The irony came as I conducted my quick, daily review of local and national media headlines. I found story after story about violence against women:
- 3 Ohio Women Reunited with Family
- Man Charged with Attempted Murder after Throwing Girlfriend Out Window
- Police Seek Man Accused of Abducting Ex-Girlfriend
Rarely does a day go by that a story of domestic or sexual violence isn’t front-page news. Yet we must all keep in mind that these crimes remain two of the most underreported of all crimes and only a small percentage of those crimes that are actually reported make front-page news.
So how can our federal legislators continue to turn their backs on this problem? How could they find a fix for the FAA for flight delays but not for the thousands of victims in great need – those whose daily safety is at risk? The estimate by multiple agencies (Campaign for Funding to End Domestic Violence and Sexual Assault) puts the number at over 100,000 victims left un-served. In the National Domestic Violence Counts Census Day over 64,000 adults and children received services from domestic violence programs and over 10,000 individuals on that one-day alone were un-served due to lack of resources (Funding Challenges for Domestic Violence Programs: The Impact on Victims).
And the Federal Government, the employer of the U.S. Military, is also failing to provide a safety net for sexual assault victims within the military and that is before any funding cuts: Military Plagued by Sexual Assaults. Research has continued to show time and time again that the military is not providing protection for its female military members.
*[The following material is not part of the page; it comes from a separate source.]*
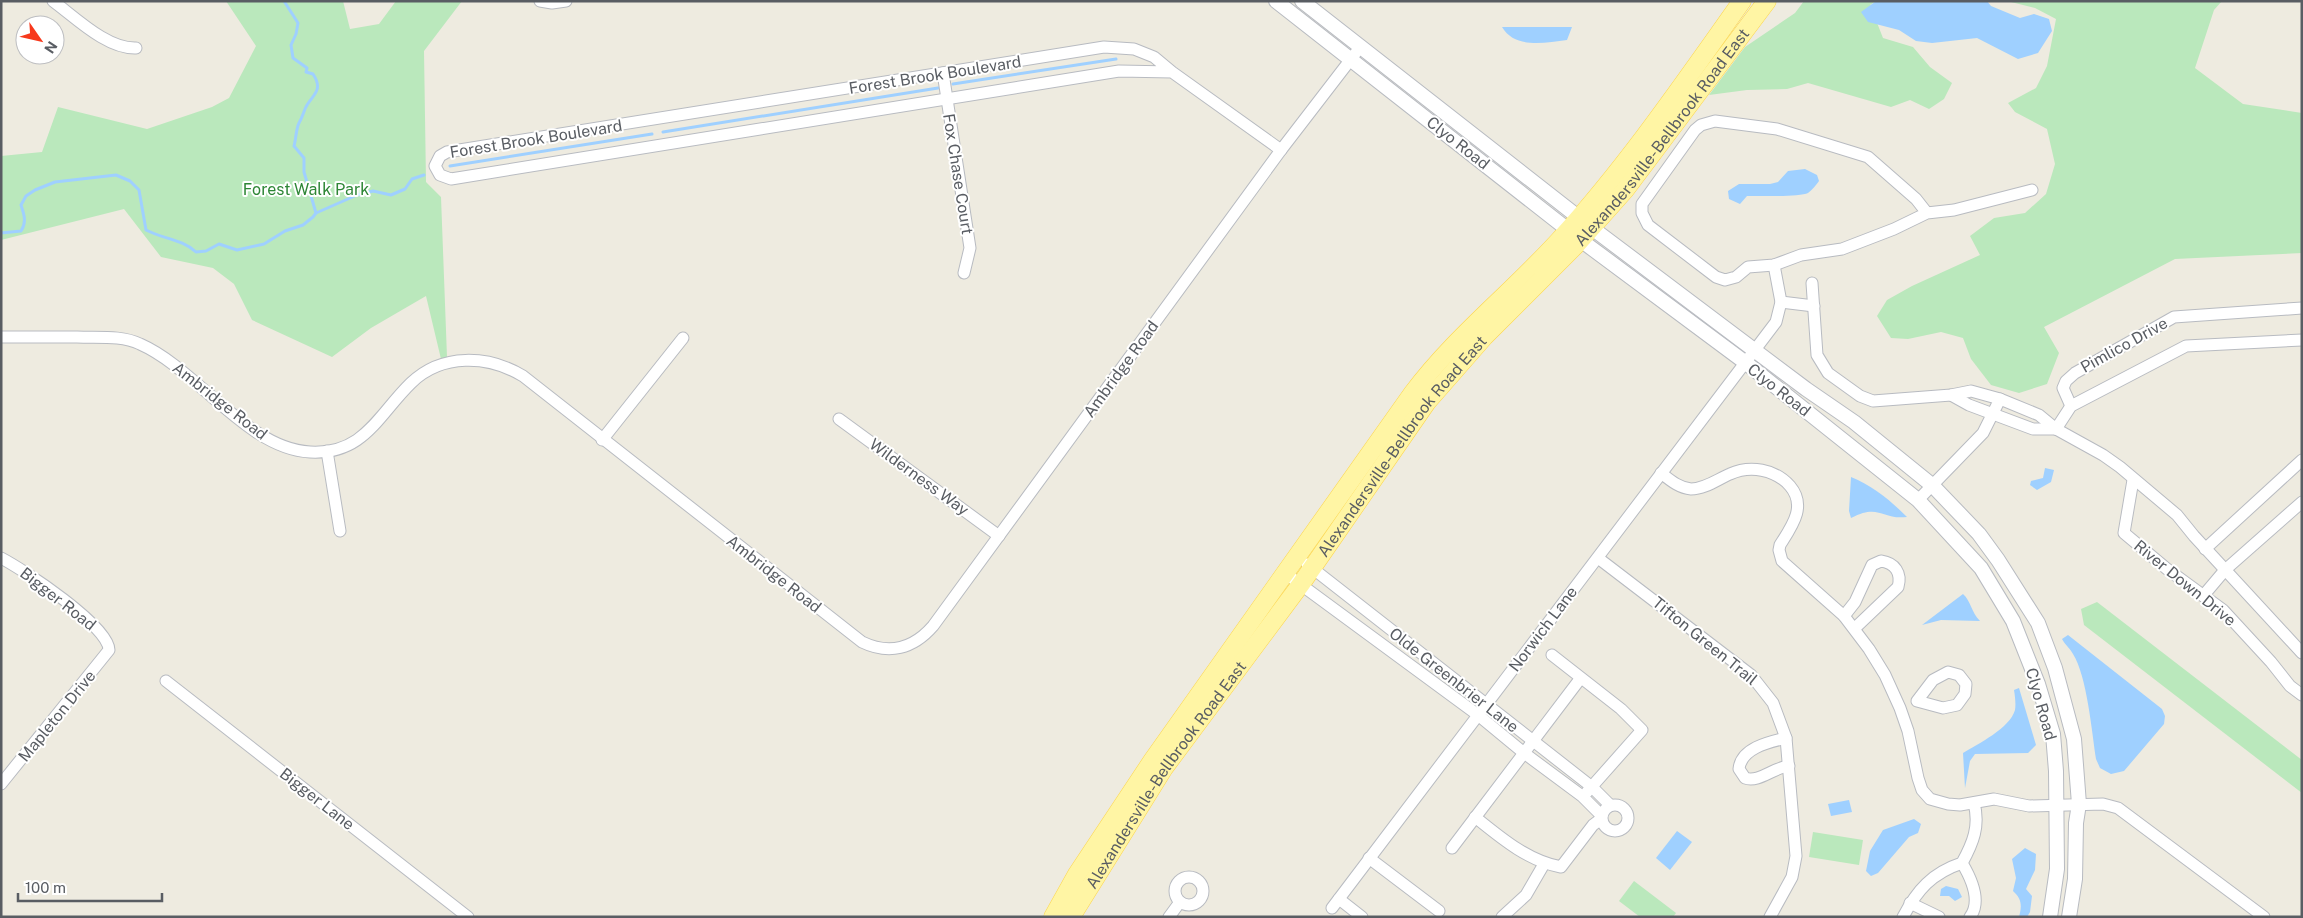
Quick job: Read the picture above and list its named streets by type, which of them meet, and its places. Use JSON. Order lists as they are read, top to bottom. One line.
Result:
{"streets":{"main road":["Alexandersville-Bellbrook Road East"],"street":["Forest Brook Boulevard","Clyo Road","Fox Chase Court","Pimlico Drive","Ambridge Road","Wilderness Way","River Down Drive","Bigger Road","Norwich Lane","Tifton Green Trail","Olde Greenbrier Lane","Mapleton Drive","Bigger Lane"]},"crossings":[["Forest Brook Boulevard","Fox Chase Court"],["Forest Brook Boulevard","Ambridge Road"],["Alexandersville-Bellbrook Road East","Clyo Road"],["Alexandersville-Bellbrook Road East","Olde Greenbrier Lane"],["Clyo Road","Ambridge Road"],["Clyo Road","Norwich Lane"],["Pimlico Drive","River Down Drive"],["Ambridge Road","Wilderness Way"],["Bigger Road","Mapleton Drive"],["Norwich Lane","Tifton Green Trail"],["Norwich Lane","Olde Greenbrier Lane"]],"parks":["Forest Walk Park"],"scale_bar":"100 m","north":"bottom right"}
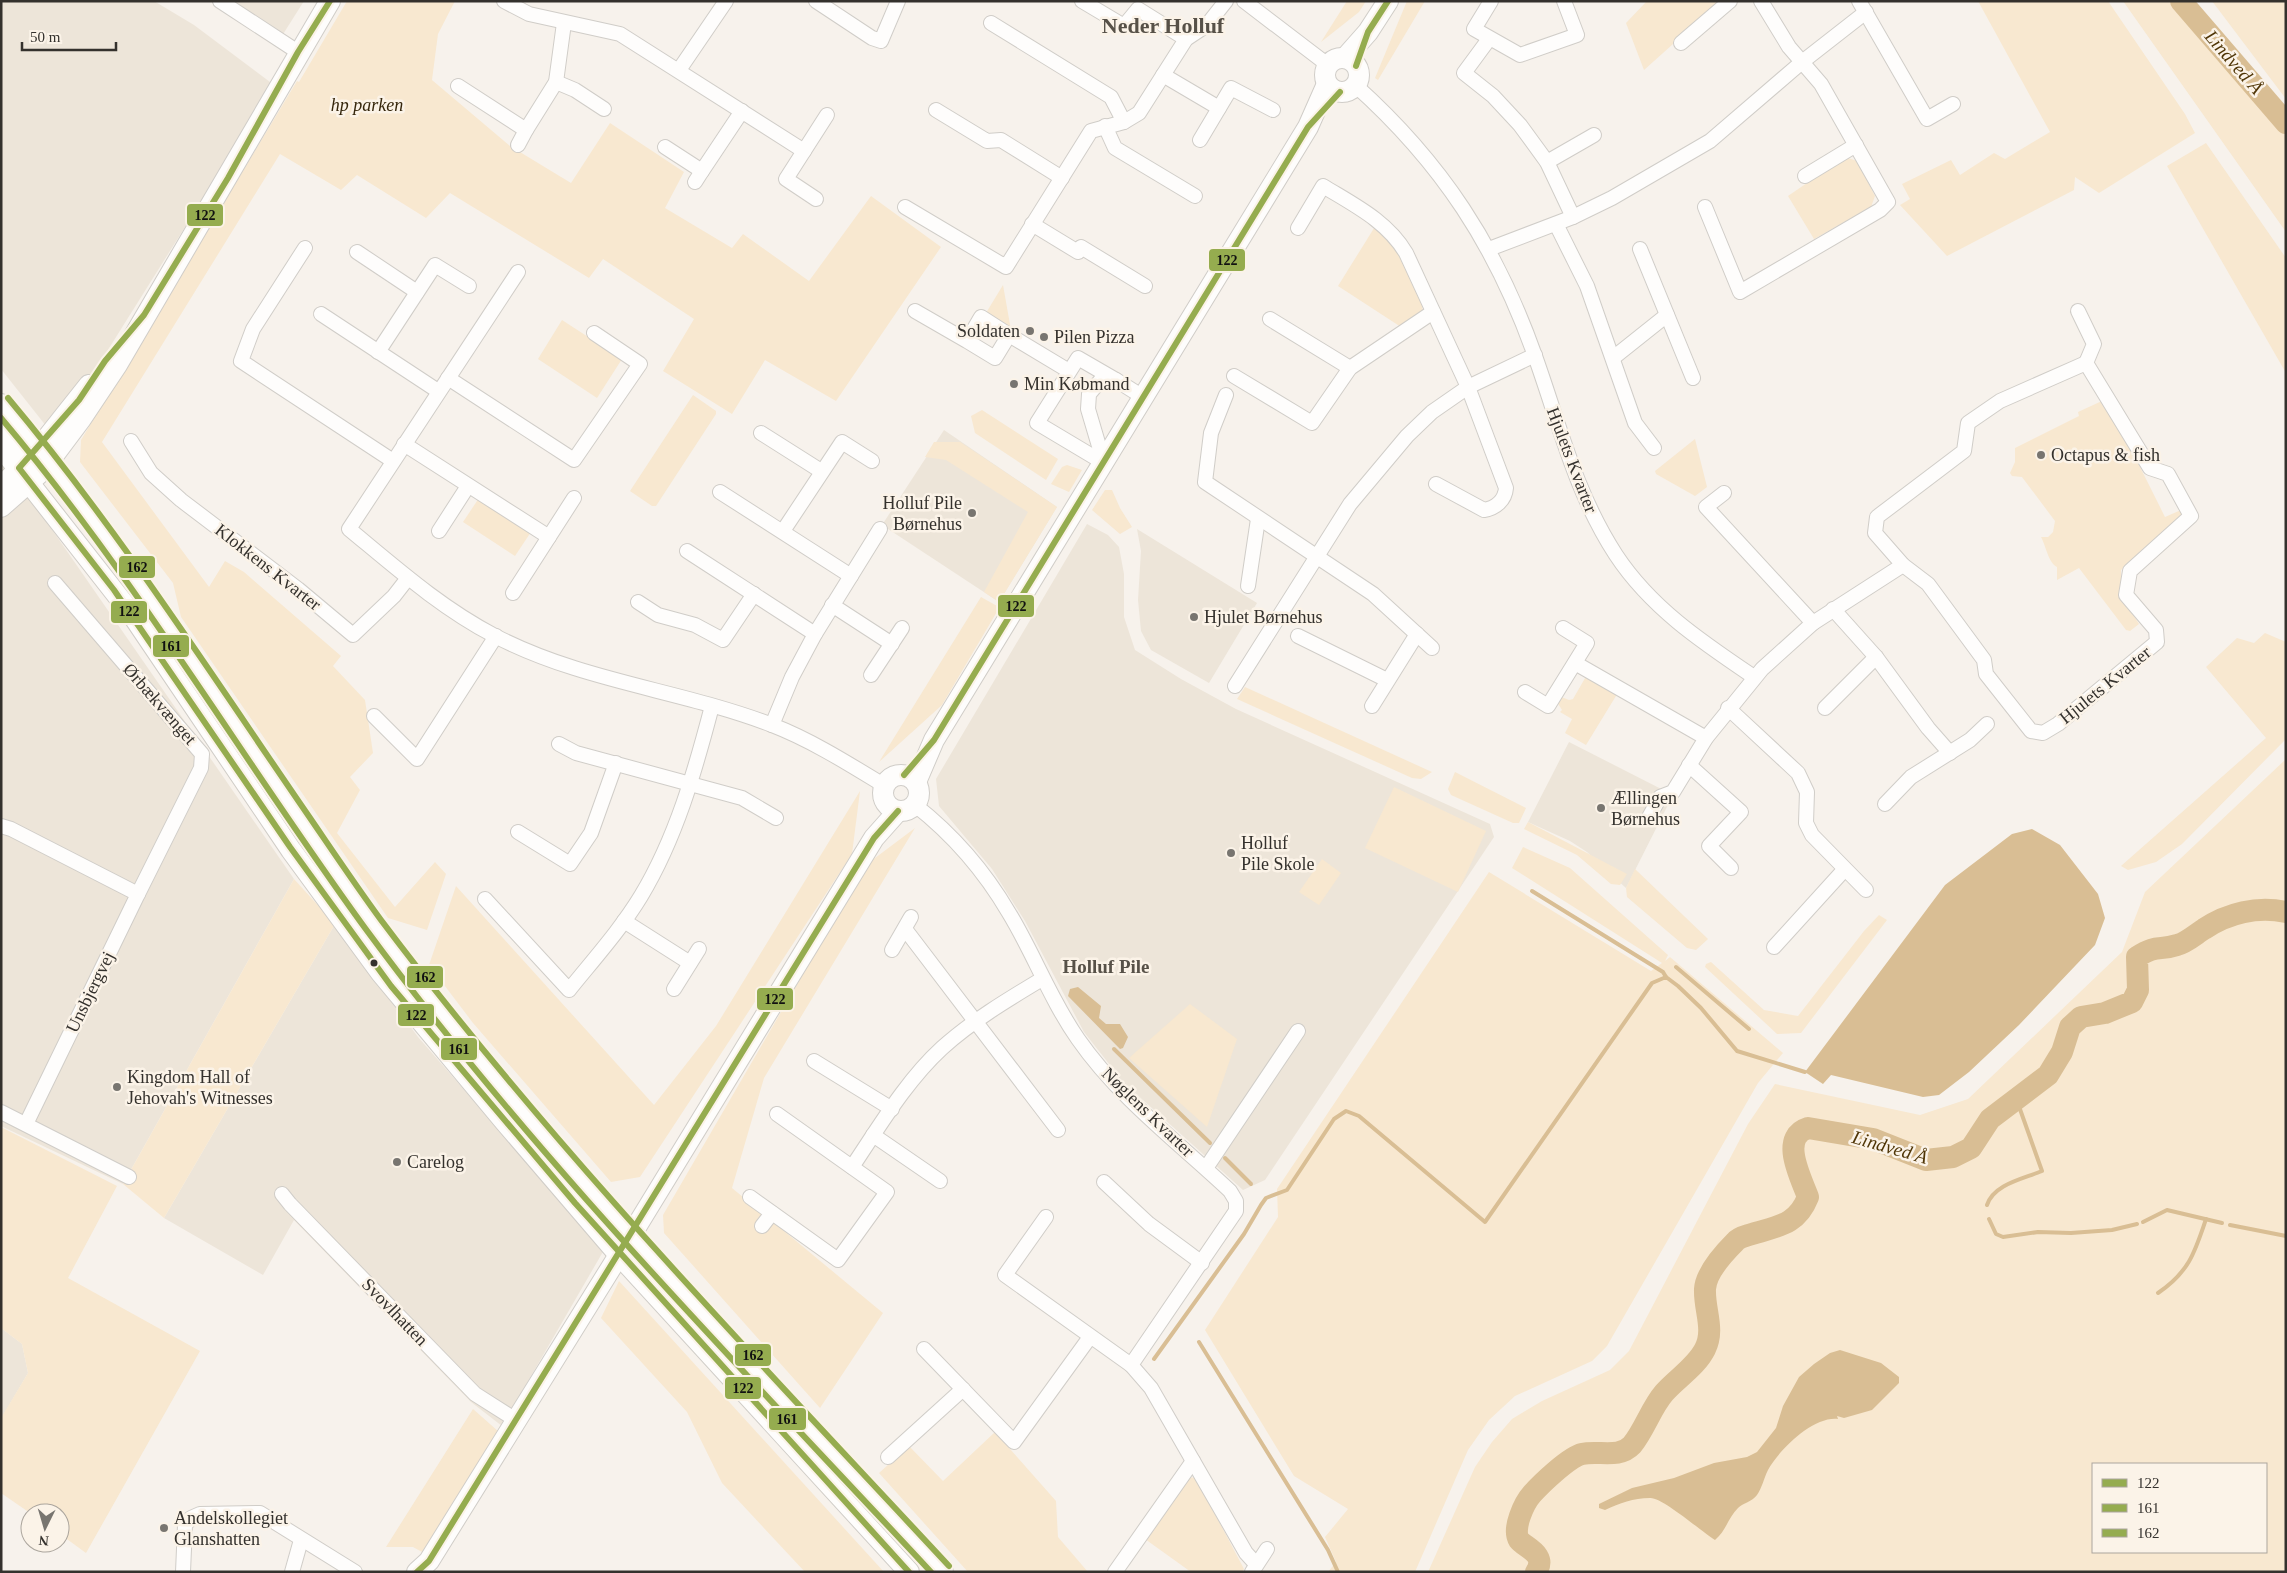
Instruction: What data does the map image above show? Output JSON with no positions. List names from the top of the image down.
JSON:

Sequestration cuts will only make bringing an end to this epidemic of abuse even more difficult. The Department of Defense appears to already be holding back on the hiring of sexual assault response coordinators
Sequestration cuts to domestic and sexual violence services is a re-victimization of an already vulnerable population. It allows for the sad stories like sexual assault by top military officials, local men attempting to kill or kidnap their partners and the unimaginable life of three women being held captive for years to continue to make headlines.
As we continue to have difficult discussions at HAVEN about how our local budget could impact the needs of survivors please remember to continue to talk about the need for safety and support for victims within your own circles. And please contact your elected officials and urge them to act now to reach a solution to avoid these devastating cuts. Awareness is key now more than ever.